When he went in, he went in. Batman is written from the perspective of the movie’s principals, but like any decent comic book writer, Prince uses his characters to mouth his concerns. “The Future” starts with a tautological joke (“I’ve seen the future and it will be”), delivered in a low worried tenor. The percussion — what sounds like a rubber cowbell — allies the track with the club; Prince shortens the Joker’s Smilex to just “X.” This being a soundtrack to a proper Hollywood film, the synths sound like strings, and orchestral bits pop up here and there. (This being a Prince joint, he includes a hoary joke about an organ.) His power ballads have lost their juice: “The Arms Of Orion” is a bog-standard duet with Sheena Easton — who acquits herself decently — that can’t improve on that awesome title.

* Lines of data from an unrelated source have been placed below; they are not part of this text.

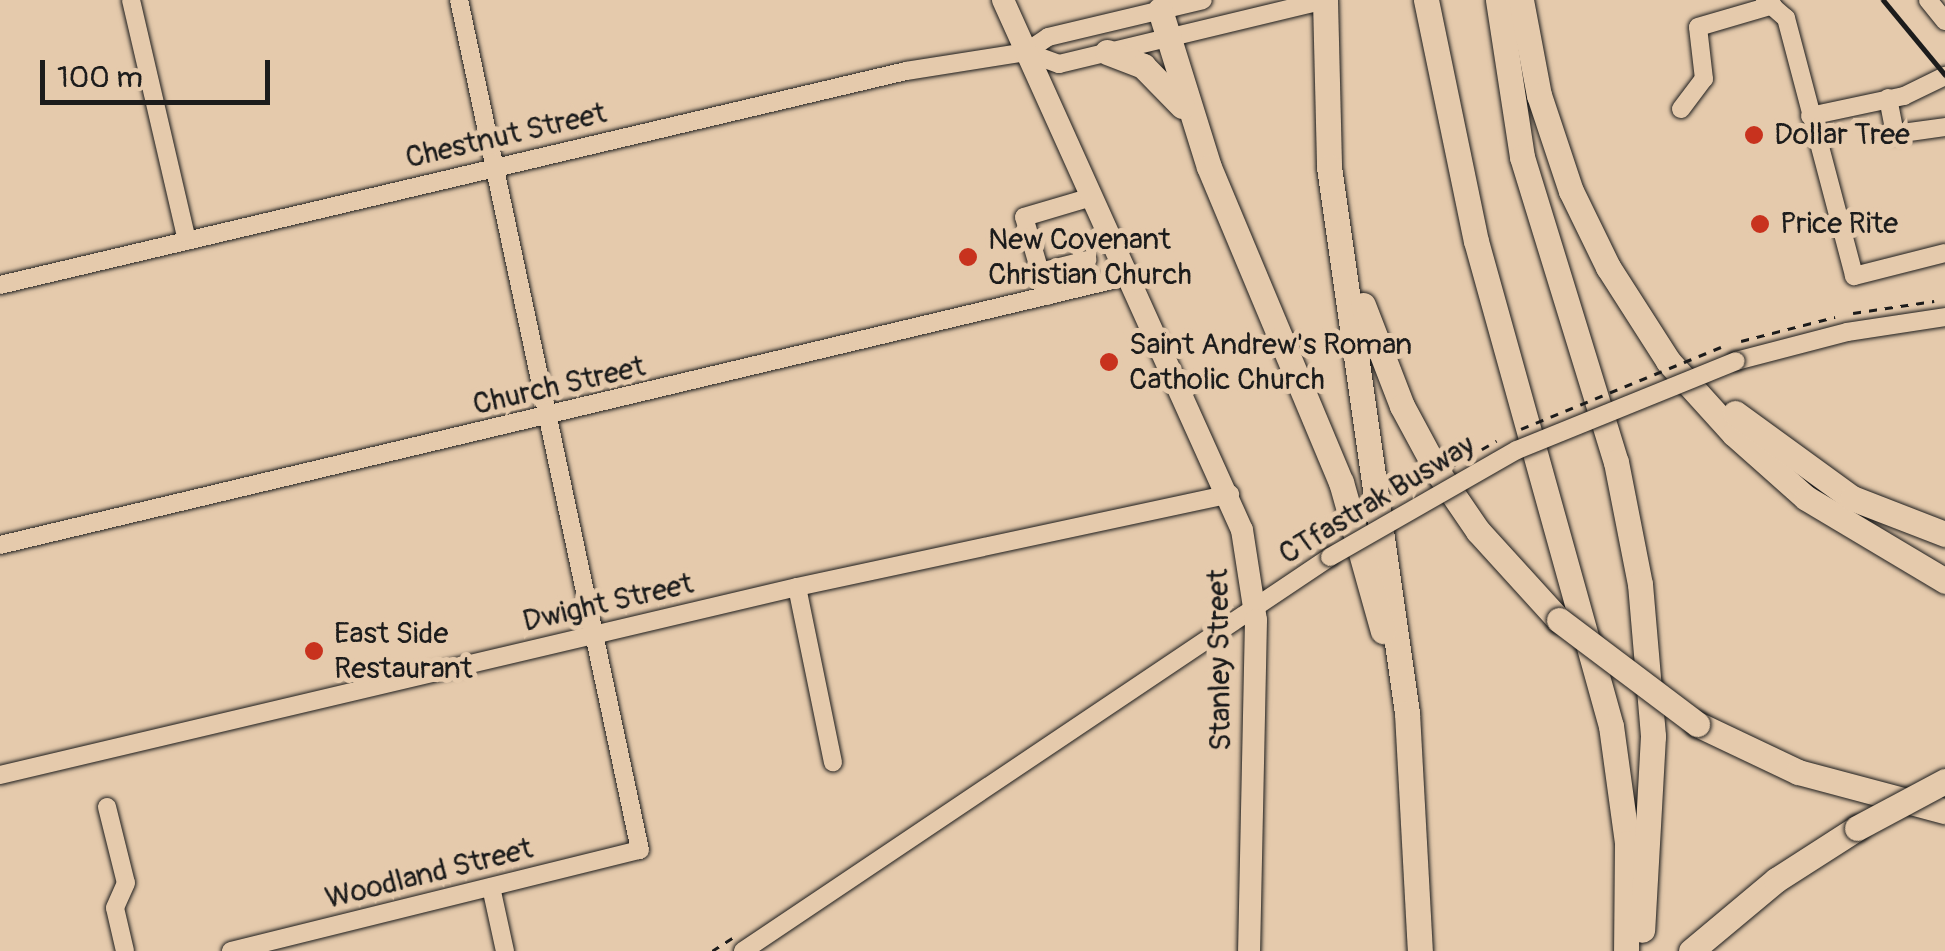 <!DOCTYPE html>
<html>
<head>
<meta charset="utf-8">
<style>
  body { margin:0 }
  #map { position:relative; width:1945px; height:951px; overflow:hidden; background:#e5caac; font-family:Pangolin,sans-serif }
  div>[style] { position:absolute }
  .path>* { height:2.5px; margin-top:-1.25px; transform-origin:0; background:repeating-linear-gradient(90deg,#1c1c1c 0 8px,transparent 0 16px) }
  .roads { filter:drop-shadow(0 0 2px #1c1c1c) drop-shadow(0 0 2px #1c1c1c) }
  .minor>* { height:18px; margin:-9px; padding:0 9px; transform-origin:9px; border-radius:9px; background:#e5caac }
  .major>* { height:22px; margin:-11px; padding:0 11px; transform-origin:11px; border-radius:11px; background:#e5caac }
  .highway>* { height:25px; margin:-12.5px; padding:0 12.5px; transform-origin:12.5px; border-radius:12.5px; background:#e5caac }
  .rail>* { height:5px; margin:-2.5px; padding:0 2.5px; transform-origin:2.5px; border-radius:2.5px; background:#1c1c1c }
  .path-bridge>* { height:2.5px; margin-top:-1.25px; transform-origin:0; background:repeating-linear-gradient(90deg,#1c1c1c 0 8px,transparent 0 16px) }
  .bridges { filter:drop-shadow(0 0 2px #1c1c1c) drop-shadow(0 0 2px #1c1c1c) }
  .minor-bridge>* { height:18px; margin:-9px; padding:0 9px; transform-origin:9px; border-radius:9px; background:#e5caac }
  .highway-bridge>* { height:25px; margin:-12.5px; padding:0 12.5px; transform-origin:12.5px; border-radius:12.5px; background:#e5caac }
  .dots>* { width:28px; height:28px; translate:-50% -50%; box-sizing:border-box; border:5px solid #e5caac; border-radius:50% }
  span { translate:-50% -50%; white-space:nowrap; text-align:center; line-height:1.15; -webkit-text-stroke:10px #e5caac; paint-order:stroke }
  .poi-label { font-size:30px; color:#1c1c1c }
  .left { translate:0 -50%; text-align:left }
  .street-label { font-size:30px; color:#1c1c1c }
  .scale { position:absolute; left:40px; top:60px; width:230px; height:45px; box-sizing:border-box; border:5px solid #1c1c1c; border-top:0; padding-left:12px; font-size:30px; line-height:35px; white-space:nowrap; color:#1c1c1c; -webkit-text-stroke:8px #e5caac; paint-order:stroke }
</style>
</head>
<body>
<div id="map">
  <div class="path">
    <div style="left:1853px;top:313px;width:82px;rotate:-8.4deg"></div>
    <div style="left:1741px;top:341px;width:97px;rotate:-14.3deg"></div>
    <div style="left:712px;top:951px;width:24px;rotate:-33deg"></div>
  </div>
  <div class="roads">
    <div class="minor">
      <div style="left:131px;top:0;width:247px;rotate:76.9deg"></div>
      <div style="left:1765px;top:0;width:28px;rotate:41deg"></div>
      <div style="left:1786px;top:18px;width:267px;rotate:75.2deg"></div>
      <div style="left:1854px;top:276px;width:94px;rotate:-14.2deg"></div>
      <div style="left:1928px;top:0;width:27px;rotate:51deg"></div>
      <div style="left:1026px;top:52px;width:35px;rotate:20deg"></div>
      <div style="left:1059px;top:64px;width:274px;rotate:-13.5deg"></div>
      <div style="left:1888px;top:98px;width:37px;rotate:79deg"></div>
      <div style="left:1895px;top:134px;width:50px;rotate:-8deg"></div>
      <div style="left:1681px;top:109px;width:38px;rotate:-53deg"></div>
      <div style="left:1704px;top:79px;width:52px;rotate:-96.6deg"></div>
      <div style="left:1698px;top:27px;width:78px;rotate:-16.3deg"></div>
      <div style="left:1810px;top:116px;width:96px;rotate:-12deg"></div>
      <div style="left:1904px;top:96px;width:46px;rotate:-26deg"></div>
      <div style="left:1040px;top:272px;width:49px;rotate:-14.3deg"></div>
      <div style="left:0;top:285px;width:931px;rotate:-13.29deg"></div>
      <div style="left:906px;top:71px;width:121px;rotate:-9deg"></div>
      <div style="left:1026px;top:52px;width:27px;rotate:-34deg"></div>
      <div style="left:1048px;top:37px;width:159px;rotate:-13.4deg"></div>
      <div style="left:1047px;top:296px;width:82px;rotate:-106.2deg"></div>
      <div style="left:1024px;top:217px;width:71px;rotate:-16.4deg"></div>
      <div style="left:1736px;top:361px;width:115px;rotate:-14.6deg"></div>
      <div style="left:1847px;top:332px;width:99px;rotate:-8.7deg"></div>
      <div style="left:0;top:545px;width:1161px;rotate:-13.4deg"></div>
      <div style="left:797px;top:587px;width:179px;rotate:78.4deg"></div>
      <div style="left:0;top:775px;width:819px;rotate:-13.27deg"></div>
      <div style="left:797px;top:587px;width:443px;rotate:-12.1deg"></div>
      <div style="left:107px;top:807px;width:78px;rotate:76deg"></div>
      <div style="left:126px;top:883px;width:27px;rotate:114deg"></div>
      <div style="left:115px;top:908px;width:44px;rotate:76.9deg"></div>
      <div style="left:491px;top:887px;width:66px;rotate:77.7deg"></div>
      <div style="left:231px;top:951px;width:421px;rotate:-13.9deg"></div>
      <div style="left:640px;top:850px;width:869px;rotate:-102.02deg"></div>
      <div style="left:743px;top:951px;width:707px;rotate:-33.87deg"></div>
    </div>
    <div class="major">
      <div style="left:1003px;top:0;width:581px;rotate:65.73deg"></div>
      <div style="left:1242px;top:530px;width:91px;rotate:81.2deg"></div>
      <div style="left:1256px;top:620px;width:331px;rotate:91.2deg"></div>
    </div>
    <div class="highway">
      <div style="left:1325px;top:0;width:167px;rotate:88.6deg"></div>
      <div style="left:1329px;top:167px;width:552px;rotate:81.87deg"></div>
      <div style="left:1407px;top:713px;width:238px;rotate:86.9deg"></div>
      <div style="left:1426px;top:0;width:246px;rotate:78.3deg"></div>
      <div style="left:1476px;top:241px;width:503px;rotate:74.45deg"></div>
      <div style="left:1611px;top:726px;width:118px;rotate:82.2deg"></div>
      <div style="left:1627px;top:843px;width:108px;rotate:90.5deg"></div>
      <div style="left:1498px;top:0;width:159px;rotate:81.3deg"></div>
      <div style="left:1522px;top:157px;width:319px;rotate:72.9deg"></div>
      <div style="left:1616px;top:462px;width:124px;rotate:78.9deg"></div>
      <div style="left:1640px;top:584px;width:153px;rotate:85.1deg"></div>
      <div style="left:1653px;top:736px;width:194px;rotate:93.2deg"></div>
      <div style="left:1521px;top:0;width:97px;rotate:79.3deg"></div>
      <div style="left:1539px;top:95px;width:101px;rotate:71.6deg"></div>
      <div style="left:1571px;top:191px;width:85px;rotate:64deg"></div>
      <div style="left:1608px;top:267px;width:112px;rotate:57.4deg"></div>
      <div style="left:1668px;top:361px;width:98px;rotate:47.9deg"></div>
      <div style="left:1734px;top:434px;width:96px;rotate:41.6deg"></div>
      <div style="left:1806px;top:498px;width:162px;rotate:30.8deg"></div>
      <div style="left:1160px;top:10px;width:164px;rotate:72.7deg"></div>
      <div style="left:1209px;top:167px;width:342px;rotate:67.3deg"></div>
      <div style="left:1341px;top:482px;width:155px;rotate:74.3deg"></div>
      <div style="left:1107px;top:52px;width:39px;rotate:21deg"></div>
      <div style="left:1143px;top:66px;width:56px;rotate:45.7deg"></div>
      <div style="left:1363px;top:305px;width:108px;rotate:68.9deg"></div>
      <div style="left:1402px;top:406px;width:74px;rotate:61.7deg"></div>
      <div style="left:1437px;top:471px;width:73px;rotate:55.7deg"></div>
      <div style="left:1478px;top:531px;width:120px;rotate:47.7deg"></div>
      <div style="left:1735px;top:413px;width:145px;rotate:36deg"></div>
      <div style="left:1852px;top:498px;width:100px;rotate:21.2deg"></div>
      <div style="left:1697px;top:724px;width:112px;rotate:25.4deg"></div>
      <div style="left:1798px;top:772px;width:152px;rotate:14.9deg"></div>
      <div style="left:1691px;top:951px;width:111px;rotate:-39.9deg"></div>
      <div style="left:1776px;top:880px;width:96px;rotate:-32.7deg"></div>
    </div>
  </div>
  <div class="rail">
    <div style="left:1883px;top:0;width:97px;rotate:50.4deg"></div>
  </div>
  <div class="path-bridge">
    <div style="left:1521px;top:429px;width:218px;rotate:-22.3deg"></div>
    <div style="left:1343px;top:529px;width:177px;rotate:-29.9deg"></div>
  </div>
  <div class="bridges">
    <div class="minor-bridge">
      <div style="left:1330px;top:557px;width:215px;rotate:-29.8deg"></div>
      <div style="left:1517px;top:450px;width:236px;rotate:-22.1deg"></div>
    </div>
    <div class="highway-bridge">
      <div style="left:1559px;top:620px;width:173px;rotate:37deg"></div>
      <div style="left:1857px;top:828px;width:100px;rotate:-28.1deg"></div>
    </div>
  </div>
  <div class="dots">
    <div style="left:1754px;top:135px;background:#c8321e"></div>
    <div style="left:1760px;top:224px;background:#c8321e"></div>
    <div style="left:968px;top:257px;background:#c8321e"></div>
    <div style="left:1109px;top:362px;background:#c8321e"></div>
    <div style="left:314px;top:651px;background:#c8321e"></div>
  </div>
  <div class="poi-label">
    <span class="left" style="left:1774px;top:135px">Dollar Tree</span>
    <span class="left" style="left:1780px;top:224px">Price Rite</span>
    <span class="left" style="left:988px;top:257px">New Covenant<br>Christian Church</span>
    <span class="left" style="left:1129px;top:362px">Saint Andrew's Roman<br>Catholic Church</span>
    <span class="left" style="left:334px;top:651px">East Side<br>Restaurant</span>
  </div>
  <div class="street-label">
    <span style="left:506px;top:136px;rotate:-13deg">Chestnut Street</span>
    <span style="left:559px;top:386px;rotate:-13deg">Church Street</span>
    <span style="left:1377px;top:500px;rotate:-31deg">CTfastrak Busway</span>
    <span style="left:608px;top:603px;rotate:-13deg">Dwight Street</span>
    <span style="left:1220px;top:660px;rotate:-91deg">Stanley Street</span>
    <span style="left:429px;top:874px;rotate:-14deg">Woodland Street</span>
  </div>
  <div class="scale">100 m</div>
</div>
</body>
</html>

But “Orion” is just a temporary bringdown on an otherwise excellent party record — and that includes “Batdance,” the cutup funk instrumental that topped the charts worldwide. It opens with irresistible sequencing, then Prince adds some always-welcome shredding before dropping some mid-tempo funk that’s heavy on sampled dialogue. And his best axework wasn’t even there — it was on “Electric Chair,” yet another would-be hair metal anthem that flew over a lot of Aquanet’d heads. “Trust” has homeopathic levels of highlife; it bounces so well that it’s all Prince can do to hang on. Ironically, “Lemon Crush” leaves less of an acidic aftertaste than R.E.M.’s orangey single from the previous year; it could be the low-end motif, which sounds more than a little like “Thriller.” On the whole, this is one hell of a dance record, a glam slam that more than fulfilled his Warner agreement.